Data to use →
::::::::
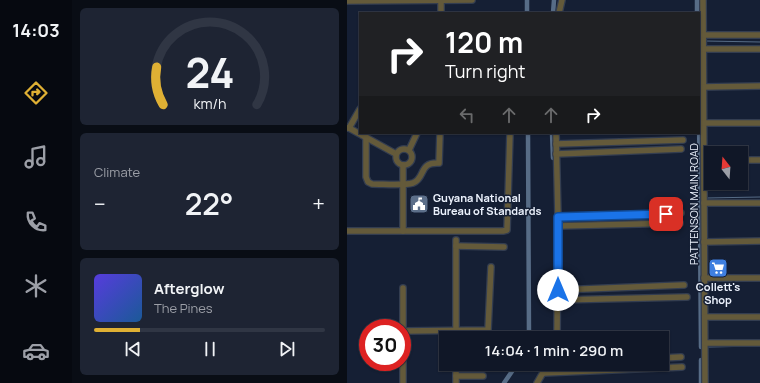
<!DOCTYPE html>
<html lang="en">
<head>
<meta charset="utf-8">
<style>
  :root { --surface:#101727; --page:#1e2433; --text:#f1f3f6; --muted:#9c9fa7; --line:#303644; --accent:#dfb034 }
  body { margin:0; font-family:Manrope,sans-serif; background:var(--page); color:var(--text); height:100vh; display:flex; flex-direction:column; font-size:15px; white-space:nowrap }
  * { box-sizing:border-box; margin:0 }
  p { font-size:13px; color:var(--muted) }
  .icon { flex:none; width:22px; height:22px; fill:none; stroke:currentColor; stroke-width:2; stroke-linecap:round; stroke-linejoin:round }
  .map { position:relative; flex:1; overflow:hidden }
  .details { display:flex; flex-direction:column; gap:8px; padding:8px; background:#090d15; width:275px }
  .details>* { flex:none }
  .hud { position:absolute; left:12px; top:12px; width:341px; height:122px; border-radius:0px; box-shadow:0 1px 3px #0004,0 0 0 1px var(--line); background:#202124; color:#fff; overflow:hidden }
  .needle { width:26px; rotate:343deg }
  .tools { position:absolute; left:357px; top:146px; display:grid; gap:8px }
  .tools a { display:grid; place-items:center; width:44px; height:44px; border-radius:0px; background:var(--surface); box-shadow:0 1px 3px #0004,0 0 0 1px var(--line); font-size:20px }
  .speed { position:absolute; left:12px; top:319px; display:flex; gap:8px; font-size:20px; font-weight:700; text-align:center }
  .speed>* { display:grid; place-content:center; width:52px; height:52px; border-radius:50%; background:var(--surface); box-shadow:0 1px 3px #0004,0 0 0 1px var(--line); line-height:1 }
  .speed .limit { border:6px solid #d22; background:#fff; color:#111 }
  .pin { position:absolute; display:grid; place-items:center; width:34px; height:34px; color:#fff; margin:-17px; border-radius:8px; box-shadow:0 2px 6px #0006 }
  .me { position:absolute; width:44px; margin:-22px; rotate:0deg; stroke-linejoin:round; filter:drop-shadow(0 0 3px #0008) }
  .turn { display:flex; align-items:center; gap:14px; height:84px; padding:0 20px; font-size:18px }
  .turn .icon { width:52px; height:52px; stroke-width:2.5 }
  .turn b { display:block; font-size:28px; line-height:34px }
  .lanes { display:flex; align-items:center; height:38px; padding:0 20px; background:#0003; justify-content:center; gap:20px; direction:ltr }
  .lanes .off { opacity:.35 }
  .big { font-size:30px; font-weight:600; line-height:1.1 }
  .details .tile { flex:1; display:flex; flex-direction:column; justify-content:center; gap:6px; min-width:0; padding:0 14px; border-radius:6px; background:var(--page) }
  .details .dial { align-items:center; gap:0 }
  .dial svg { height:104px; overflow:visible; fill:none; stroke:var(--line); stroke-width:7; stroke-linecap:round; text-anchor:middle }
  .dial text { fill:var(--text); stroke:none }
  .song { display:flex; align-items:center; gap:12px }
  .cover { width:48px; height:48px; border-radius:6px; background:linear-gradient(135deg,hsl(250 70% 55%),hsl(210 70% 35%)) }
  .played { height:4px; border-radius:2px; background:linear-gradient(90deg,var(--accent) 20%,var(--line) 20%) }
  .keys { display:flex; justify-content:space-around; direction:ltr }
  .heat { display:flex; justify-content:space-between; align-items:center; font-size:22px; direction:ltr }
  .trip { position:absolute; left:92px; top:331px; width:230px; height:40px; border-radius:0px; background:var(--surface); box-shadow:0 1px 3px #0004,0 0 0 1px var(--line); font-weight:600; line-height:40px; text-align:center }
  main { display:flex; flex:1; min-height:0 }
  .tabs { display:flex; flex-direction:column; width:72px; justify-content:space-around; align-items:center; background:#060910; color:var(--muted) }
  .tabs .icon { width:28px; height:28px }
  .tabs .active { color:var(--accent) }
  .tabs b { font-size:18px; color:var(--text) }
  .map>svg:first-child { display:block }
</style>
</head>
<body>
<main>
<nav class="tabs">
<b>14:03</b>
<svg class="icon active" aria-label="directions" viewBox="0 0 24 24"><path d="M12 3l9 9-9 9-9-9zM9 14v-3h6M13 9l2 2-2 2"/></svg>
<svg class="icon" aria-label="music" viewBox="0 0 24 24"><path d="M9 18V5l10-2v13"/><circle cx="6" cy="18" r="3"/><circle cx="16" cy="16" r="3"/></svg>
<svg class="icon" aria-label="phone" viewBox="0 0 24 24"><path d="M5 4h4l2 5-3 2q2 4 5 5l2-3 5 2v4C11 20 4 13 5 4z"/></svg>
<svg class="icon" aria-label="climate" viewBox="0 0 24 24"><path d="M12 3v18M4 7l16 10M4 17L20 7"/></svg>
<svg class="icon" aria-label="car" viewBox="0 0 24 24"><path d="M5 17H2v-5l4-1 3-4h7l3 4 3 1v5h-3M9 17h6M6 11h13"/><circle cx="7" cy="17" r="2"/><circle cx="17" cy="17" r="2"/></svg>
</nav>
<section class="details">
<div class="tile dial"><svg viewBox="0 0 100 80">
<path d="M14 69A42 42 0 1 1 86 69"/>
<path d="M14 69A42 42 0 0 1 9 40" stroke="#dfb034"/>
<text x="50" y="56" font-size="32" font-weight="700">24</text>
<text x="50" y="72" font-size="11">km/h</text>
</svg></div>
<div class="tile"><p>Climate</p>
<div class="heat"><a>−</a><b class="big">22°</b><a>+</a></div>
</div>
<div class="tile">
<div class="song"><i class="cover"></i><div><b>Afterglow</b><p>The Pines</p></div></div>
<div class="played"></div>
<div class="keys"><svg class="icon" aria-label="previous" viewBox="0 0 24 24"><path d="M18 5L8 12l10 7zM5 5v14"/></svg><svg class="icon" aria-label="pause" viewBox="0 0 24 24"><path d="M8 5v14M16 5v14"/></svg><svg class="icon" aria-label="next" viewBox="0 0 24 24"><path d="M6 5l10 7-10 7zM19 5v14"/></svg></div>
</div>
</section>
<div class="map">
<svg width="413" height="383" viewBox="0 0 413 383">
  <rect width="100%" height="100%" fill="#151f34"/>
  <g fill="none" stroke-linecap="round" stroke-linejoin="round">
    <g stroke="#576c86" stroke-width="1">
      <path d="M 358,41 L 413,42"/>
      <path d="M 360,198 L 413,197"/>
      <path d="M 361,347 L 413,346"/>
    </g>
    <g stroke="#576c86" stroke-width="4.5">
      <path d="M 180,0 L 180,13"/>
      <path d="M 350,0 L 350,13"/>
      <path d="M 206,13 L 207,0"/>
      <path d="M 352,111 L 354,347"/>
      <path d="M 181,133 L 182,338"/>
      <path d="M 205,133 L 206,158"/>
      <path d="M 354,360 L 354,383"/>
      <path d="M 157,383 L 170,364"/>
    </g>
    <g stroke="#333d50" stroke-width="8">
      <g id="minor">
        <path d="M 94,0 L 94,13"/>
        <path d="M 356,0 L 358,383"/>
        <path d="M 0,1 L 125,0"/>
        <path d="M 212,13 L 215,0"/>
        <path d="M 356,35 L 413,35"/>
        <path d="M 356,49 L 413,49"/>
        <path d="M 356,87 L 413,86"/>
        <path d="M 356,123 L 413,123"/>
        <path d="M 0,128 L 2,128 L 13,109"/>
        <path d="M 2,128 L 49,154"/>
        <path d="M 209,133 L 211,217 L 210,338"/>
        <path d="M 19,137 L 19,177 L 21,182 L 25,184 C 37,184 56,186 66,183 C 79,178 71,162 92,163 L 93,133"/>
        <path d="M 209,144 L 336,140"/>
        <circle cx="57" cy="157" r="8"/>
        <path d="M 62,150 L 70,133"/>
        <path d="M 209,154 L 334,149"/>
        <path d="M 394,160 L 413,160"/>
        <path d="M 357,203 L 413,203"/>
        <path d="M 211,217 L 334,213"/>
        <path d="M 211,226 L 333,223"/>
        <path d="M 0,231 L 156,231 L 160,230 L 163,133"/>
        <path d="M 56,231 L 56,165"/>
        <path d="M 109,240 L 109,338"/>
        <path d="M 357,242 L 413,241"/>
        <path d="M 109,246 L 157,247"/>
        <path d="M 357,278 L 413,278"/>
        <path d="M 56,288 L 56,383"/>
        <path d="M 211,290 L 337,285"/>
        <path d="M 211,300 L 340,297"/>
        <path d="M 358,317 L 413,317"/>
        <path d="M 56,331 L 141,330 L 144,267"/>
        <path d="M 358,343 L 413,343"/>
        <path d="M 315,358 L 334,357"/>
        <path d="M 109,364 L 109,383"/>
        <path d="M 196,373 L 335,367"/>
        <path d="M 109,376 L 136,376"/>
        <path d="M 190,383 L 201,364"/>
      </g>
    </g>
    <use href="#minor" stroke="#645a3a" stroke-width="5.5"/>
  </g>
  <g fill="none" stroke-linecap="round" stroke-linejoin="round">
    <g stroke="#114b97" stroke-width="10">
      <path id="route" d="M 211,290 L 211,217 L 319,214"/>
    </g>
    <use href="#route" stroke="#1a73e8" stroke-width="7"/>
  </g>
  <defs>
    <g id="civic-square" transform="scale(1)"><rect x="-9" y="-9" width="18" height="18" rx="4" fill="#5c6f8a" stroke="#151f34"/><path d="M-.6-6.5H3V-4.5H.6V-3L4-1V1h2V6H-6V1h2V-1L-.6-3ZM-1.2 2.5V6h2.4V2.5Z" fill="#fff"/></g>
    <g id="supermarket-square" transform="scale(1)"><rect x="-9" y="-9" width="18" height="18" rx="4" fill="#3f7fe0" stroke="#151f34"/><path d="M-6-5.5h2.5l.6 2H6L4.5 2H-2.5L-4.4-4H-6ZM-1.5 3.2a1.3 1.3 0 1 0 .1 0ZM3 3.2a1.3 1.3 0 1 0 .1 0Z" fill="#fff"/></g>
  </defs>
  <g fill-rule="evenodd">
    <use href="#civic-square" x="72" y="204"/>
    <use href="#supermarket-square" x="371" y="268"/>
  </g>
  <g text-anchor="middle" stroke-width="3" stroke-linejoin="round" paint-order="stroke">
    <g font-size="11" font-weight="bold" fill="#ecf2fd" stroke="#151f34" text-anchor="start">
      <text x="86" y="202">Guyana National<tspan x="86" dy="13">Bureau of Standards</tspan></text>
      <text x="371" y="291" text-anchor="middle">Collett's<tspan x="371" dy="13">Shop</tspan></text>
    </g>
    <g font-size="11" fill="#ecf2fd" stroke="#151f34">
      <text transform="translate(347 204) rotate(-90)" y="4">PATTENSON MAIN ROAD</text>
    </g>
  </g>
</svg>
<div class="tools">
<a><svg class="needle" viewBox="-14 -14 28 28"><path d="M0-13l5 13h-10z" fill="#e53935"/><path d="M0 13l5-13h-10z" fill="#9c9fa7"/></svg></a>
</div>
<div class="speed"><div class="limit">30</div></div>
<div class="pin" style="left:319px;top:214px;background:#d93025"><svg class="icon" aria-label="arrive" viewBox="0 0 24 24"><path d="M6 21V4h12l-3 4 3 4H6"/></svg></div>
<svg class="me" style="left:211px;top:290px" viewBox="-20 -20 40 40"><circle r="19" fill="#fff"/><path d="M0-13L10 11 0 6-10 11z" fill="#1a73e8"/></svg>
<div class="trip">14:04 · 1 min · 290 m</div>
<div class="hud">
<div class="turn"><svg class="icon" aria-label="right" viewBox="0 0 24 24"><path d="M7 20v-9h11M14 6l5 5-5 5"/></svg><div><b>120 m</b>Turn right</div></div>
<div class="lanes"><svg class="icon off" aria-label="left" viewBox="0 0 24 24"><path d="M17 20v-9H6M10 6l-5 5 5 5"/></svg><svg class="icon off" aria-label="ahead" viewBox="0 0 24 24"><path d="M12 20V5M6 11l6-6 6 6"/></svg><svg class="icon off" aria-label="ahead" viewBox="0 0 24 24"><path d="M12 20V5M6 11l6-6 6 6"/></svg><svg class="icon" aria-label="right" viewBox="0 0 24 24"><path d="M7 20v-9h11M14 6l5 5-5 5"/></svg></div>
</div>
</div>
</main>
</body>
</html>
::::::::
Task requirements → Go through the entries. Report every line that contains the word "played".

Exercise solution →
  .played { height:4px; border-radius:2px; background:linear-gradient(90deg,var(--accent) 20%,var(--line) 20%) }
<div class="played"></div>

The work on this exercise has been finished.